We noticed that baloo_file starts quite early in the process and then kicks off baloo_file_extractor taking quite some CPU away from the important startup of plasmashell and others.
Details
- Reviewers
bruns davidedmundson ngraham - Group Reviewers
Baloo - Maniphest Tasks
- T10958: Faster Startup
- Commits
- R293:a24624c88d79: Delay running UnindexedFileIndexer and IndexCleaner
Checked that the unindexed file codepath is hit a while after login has completed
Diff Detail
- Repository
- R293 Baloo
- Lint
Automatic diff as part of commit; lint not applicable. - Unit
Automatic diff as part of commit; unit tests not applicable.

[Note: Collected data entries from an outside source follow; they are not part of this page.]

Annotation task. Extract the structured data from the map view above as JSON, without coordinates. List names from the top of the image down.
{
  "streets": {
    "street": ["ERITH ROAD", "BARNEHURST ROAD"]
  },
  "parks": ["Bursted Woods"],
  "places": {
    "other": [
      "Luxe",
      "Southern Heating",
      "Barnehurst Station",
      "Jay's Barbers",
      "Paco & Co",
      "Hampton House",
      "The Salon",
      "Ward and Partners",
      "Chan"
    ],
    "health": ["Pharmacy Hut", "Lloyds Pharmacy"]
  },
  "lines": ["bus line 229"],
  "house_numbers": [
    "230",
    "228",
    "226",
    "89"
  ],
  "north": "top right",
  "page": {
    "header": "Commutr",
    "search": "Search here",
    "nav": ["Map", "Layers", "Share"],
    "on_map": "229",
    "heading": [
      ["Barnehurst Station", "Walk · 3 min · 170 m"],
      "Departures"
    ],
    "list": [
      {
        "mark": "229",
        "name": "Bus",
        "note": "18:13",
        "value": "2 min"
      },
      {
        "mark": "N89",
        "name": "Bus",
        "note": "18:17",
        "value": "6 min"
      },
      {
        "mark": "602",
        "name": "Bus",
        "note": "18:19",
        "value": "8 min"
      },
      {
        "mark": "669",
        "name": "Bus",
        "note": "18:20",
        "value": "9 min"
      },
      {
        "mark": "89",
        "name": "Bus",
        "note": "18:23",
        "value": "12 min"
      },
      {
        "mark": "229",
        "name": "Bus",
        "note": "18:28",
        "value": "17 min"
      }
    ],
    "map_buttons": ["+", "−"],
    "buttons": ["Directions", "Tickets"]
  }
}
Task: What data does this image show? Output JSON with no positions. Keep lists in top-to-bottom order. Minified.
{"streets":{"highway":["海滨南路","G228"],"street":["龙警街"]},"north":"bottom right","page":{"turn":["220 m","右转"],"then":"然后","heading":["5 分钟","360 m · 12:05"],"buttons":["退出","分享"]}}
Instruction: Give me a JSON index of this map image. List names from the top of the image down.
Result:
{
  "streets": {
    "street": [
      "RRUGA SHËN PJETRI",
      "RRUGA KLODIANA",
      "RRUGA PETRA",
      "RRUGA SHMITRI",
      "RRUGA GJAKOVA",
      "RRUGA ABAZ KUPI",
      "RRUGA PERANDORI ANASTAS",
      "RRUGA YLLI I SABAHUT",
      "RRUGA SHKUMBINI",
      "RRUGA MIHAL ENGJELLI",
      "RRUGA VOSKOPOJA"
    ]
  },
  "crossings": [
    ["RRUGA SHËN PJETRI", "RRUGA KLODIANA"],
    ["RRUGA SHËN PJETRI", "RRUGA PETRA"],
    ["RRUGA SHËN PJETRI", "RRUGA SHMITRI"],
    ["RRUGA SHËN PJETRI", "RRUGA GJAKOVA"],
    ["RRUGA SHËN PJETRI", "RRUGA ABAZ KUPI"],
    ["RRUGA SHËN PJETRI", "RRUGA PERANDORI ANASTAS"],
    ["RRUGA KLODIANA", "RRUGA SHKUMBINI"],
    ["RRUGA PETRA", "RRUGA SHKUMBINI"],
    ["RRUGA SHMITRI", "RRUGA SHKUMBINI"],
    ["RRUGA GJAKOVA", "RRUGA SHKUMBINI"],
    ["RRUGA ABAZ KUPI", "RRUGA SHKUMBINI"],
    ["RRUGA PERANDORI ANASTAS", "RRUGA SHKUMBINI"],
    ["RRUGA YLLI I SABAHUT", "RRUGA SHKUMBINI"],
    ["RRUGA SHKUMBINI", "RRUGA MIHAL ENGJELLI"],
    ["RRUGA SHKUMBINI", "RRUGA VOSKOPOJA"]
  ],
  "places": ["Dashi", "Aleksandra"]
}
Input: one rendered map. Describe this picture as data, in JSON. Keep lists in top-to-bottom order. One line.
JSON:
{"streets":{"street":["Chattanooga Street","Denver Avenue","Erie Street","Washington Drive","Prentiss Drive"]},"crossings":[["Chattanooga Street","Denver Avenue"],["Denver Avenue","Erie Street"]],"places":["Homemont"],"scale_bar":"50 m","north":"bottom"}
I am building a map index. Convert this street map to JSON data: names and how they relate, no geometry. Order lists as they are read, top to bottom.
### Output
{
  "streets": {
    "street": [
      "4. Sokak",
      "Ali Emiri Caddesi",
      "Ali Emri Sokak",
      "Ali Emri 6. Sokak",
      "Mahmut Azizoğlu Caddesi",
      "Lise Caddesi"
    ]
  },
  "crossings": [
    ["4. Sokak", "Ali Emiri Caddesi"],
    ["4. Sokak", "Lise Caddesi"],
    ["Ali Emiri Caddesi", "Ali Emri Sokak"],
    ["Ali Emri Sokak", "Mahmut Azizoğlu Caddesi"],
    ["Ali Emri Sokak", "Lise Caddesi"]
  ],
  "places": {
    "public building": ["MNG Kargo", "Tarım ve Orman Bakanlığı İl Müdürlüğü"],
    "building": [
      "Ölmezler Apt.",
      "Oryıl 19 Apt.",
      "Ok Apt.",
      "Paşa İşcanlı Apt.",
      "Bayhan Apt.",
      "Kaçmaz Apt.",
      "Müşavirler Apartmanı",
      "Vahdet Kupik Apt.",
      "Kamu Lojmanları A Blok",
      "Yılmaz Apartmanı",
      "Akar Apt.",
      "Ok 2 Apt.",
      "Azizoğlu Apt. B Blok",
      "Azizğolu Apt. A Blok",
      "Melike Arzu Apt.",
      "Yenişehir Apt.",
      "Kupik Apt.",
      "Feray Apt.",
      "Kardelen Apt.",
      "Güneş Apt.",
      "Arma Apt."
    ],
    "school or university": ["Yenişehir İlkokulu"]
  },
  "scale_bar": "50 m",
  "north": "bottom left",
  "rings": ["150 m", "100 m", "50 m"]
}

The reason to start baloo_file early is to be notified of all file changes. The extractor could be started later, and it has some mechanisms to throttle itself if the system isn't idle. If this isn't working as expected we have to fix it.
Thanks for your input. Yeah, I was mostly interested in having the file extractor wait some more. I'll poke the thing a bit then.
One possible reason for the idle tracking not working, IIRC it tries to connect to some service via DBus, don't know what happens if that is not available (yet).
The idle tracking is only in the extractor process, not in baloo_file itself. On startup it runs the UnindexedFileIndexer and iterates all the folders looking for files to re-index, consuming a considerable amount of CPU time, spending most of its time doing regexp matching, mime type determination, and date time processing. Only after that it may run the extractor process when there's new files to be indexed.
So I think starting baloo_file later is safe since it checks all the files anyway? Otherwise/additionally, we should look into making the UnindexedFileIndexer start delayed.
I think it should be pretty safe to start baloo_file later.
The very reason to add UnindexedFileIndexer was to make sure we index those files which were changed/added when Baloo wasn't running (as well as IndexCleaner to take care of files which were removed).
UPD: I think users won't be able to change any important document while plasma is still starting anyways.
I would very much prefer only delaying the UnindexedFileIndexer and the IndexCleaner. These two are stopgap measures.
Look into delaying the UnindexedFileIndexer and IndexCleaner. Can I just use QTimer or do you want something more sophisticated?
I think everything below 10 seconds would be completely fine, is that sufficient to let the remaining ones start?
I would assume so. In the graph, which is a VM, ksplashqml is signalled to quit 2 seconds into the startup at which point plasmashell is pretty much done. So if we delay it by 5 seconds or so that could already be plenty I think. I'll give it a go next week.